Data Replication

openGeminiAbout 3 minAbout 893 words

The openGemini data replica feature addresses the data reliability needs of various industries, including energy, IoT, and operations and maintenance (O&M) monitoring. In the current version, data replication is implemented using the Raft protocol. However, in scenarios where large volumes of data are written intensively, the replica feature can impact write performance.

In future versions, the distribution of data replicas will be optimized, and new data replication protocols will be introduced.

  1. Address the issue of declining writing performance.

  2. Support two replicas, however, currently only odd-numbered replicas greater than or equal to three are supported due to the limitations of the Raft protocol.

image-20240828101727172
image-20240828101727172

Special instructions

  • The standalone version (ts-server) does not support data replicas.
  • The current data replication is performed at the database level; table-level data replication is not supported.
  • The number of ts-store nodes in a cluster must be a multiple of the number of replicas. For instance, if there are three replicas, the number of ts-store nodes must be at least three, but it can also be six or nine.
  • Clusters running version 1.2.0 or earlier cannot be smoothly upgraded to multi-replica clusters. Data migration is required. The community will provide data import and export tools to facilitate this migration, which are expected to be released between September and October.
  • It is advisable for the specifications of ts-store nodes in a multi-replica cluster to be larger, as replica data consumes both storage and computing resources. This is particularly important during fault occurrences when certain nodes must take over services, resulting in increased pressure beyond the original load. Therefore, it is essential to reserve additional space for emergencies.

Configuration

Modifying the Configuration File openGemini.conf

[common]
ha-policy = "replication"

[meta]
ptnum-pernode = 2 #The recommended number of PTs per node is 2.

Create a database and set the number of replicas to three. The number of copies must be an odd number greater than zero.

CREATE DATABASE db0 REPLICATION 3

PT stands for Partition, which is a logical concept in OpenGemini data management. For instance, if there are 100 devices and only one Partition exists in the database, all the data from those devices is stored within that single Partition. If there are two Partitions, each one manages the data from 50 devices. Data can be processed concurrently across multiple Partitions. Theoretically, if resources are adequate, the performance of multiple Partitions is superior.

The following figure illustrates the relationships among DB, PT, RP, SHARD, and Measurement.

image-20240829142337431
image-20240829142337431

Replica Data Distribution

Example 1: ptnum-pernode = 1, 3x ts-stores

Each node has only one PT, and data is written to the leader PT. The other two nodes function solely as passive data synchronization nodes and cannot share the service load.

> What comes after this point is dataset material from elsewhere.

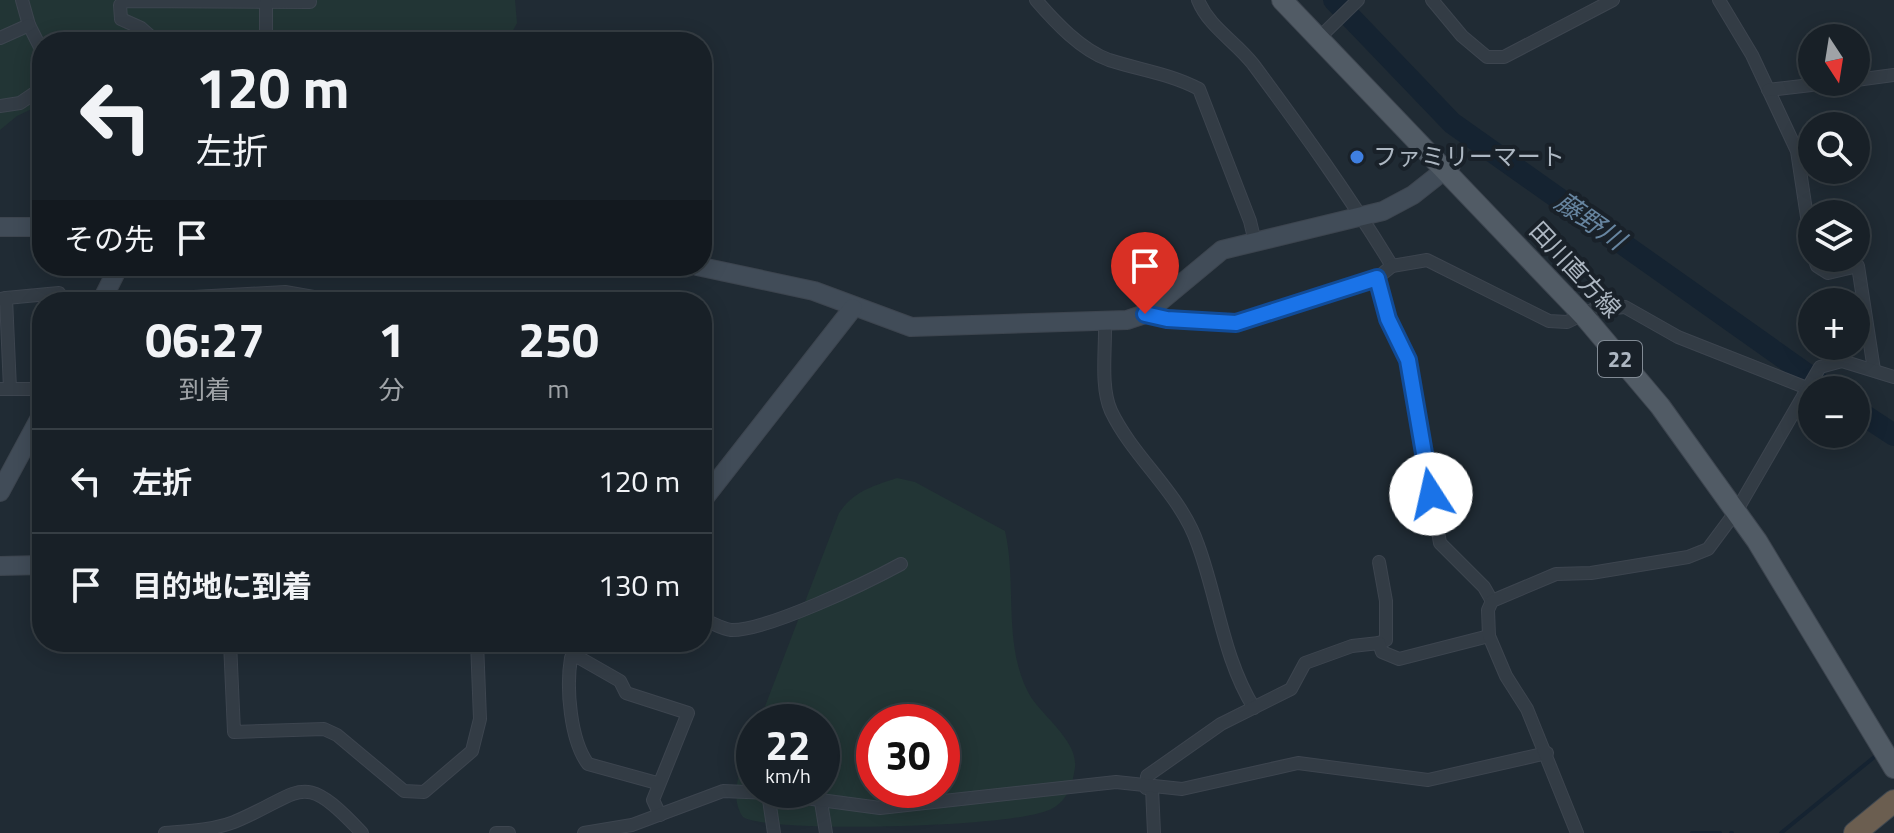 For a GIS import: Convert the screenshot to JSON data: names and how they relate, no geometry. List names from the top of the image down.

Example 2: ptnum-pernode = 2, 3x ts-stores

Each node has only two PTs. The three nodes can form two Raft groups. Each group has a PT leader, which is deployed on different nodes to distribute the service load.

Example 3: ptnum-pernode = 3, 3x ts-stores

Each node contains three PTs. The three nodes can form three Raft groups, with each group having a PT leader deployed on different nodes to distribute service loads. Since each node maintains two PT copies, data is written synchronously, which consumes some computing and storage resources. It is recommended that you expand the specifications of the nodes.

Example 4: ptnum-pernode = 3, 4x ts-stores

Each node has three PTs, and the four nodes can form only three Raft groups. The remaining ts-store-4 node is unable to find additional nodes to form Raft groups. As a result, the PTs on this node are offline and non-functional.

Example 5: ptnum-pernode = 3, 6x ts-stores

Each node contains three PTs, and six nodes are organized into six Raft groups. Data is distributed across the nodes according to a hash algorithm based on the timeline.

Read/Write Policies and Node Faults

Each replica group selects a leader PT. Read and write requests are directed exclusively to the leader PT. The ts-meta is utilized to oversee the election of leader PTs across all replica groups, ensuring an even distribution among nodes. As illustrated in the figure below, if the ts-store-1 node fails, the PT follower of Raft group 1 on ts-store-2 is elected as the new leader to handle service data.

image-20240829161218005
image-20240829161218005

Advanced Multi-AZ Deployment

The prerequisite is that the cluster must be deployed across availability zones (AZs). Please modify the openGemini.conf configuration file.

[data]
availability-zone = "az1"

[meta]
rep-dis-policy = 1

Restart cluster after modifying the configuration file. The availability-zone parameter specifies the availability zone (AZ) to which the ts-store node belongs, while the rep-dis-policy parameter defines the distribution policy for the PT replica. The default value of rep-dis-policy is 0, which indicates that nodes are evenly distributed. If rep-dis-policy is changed to 1, nodes will be evenly distributed across the AZs. A balanced distribution among AZs represents a stricter distribution policy compared to even distribution among nodes.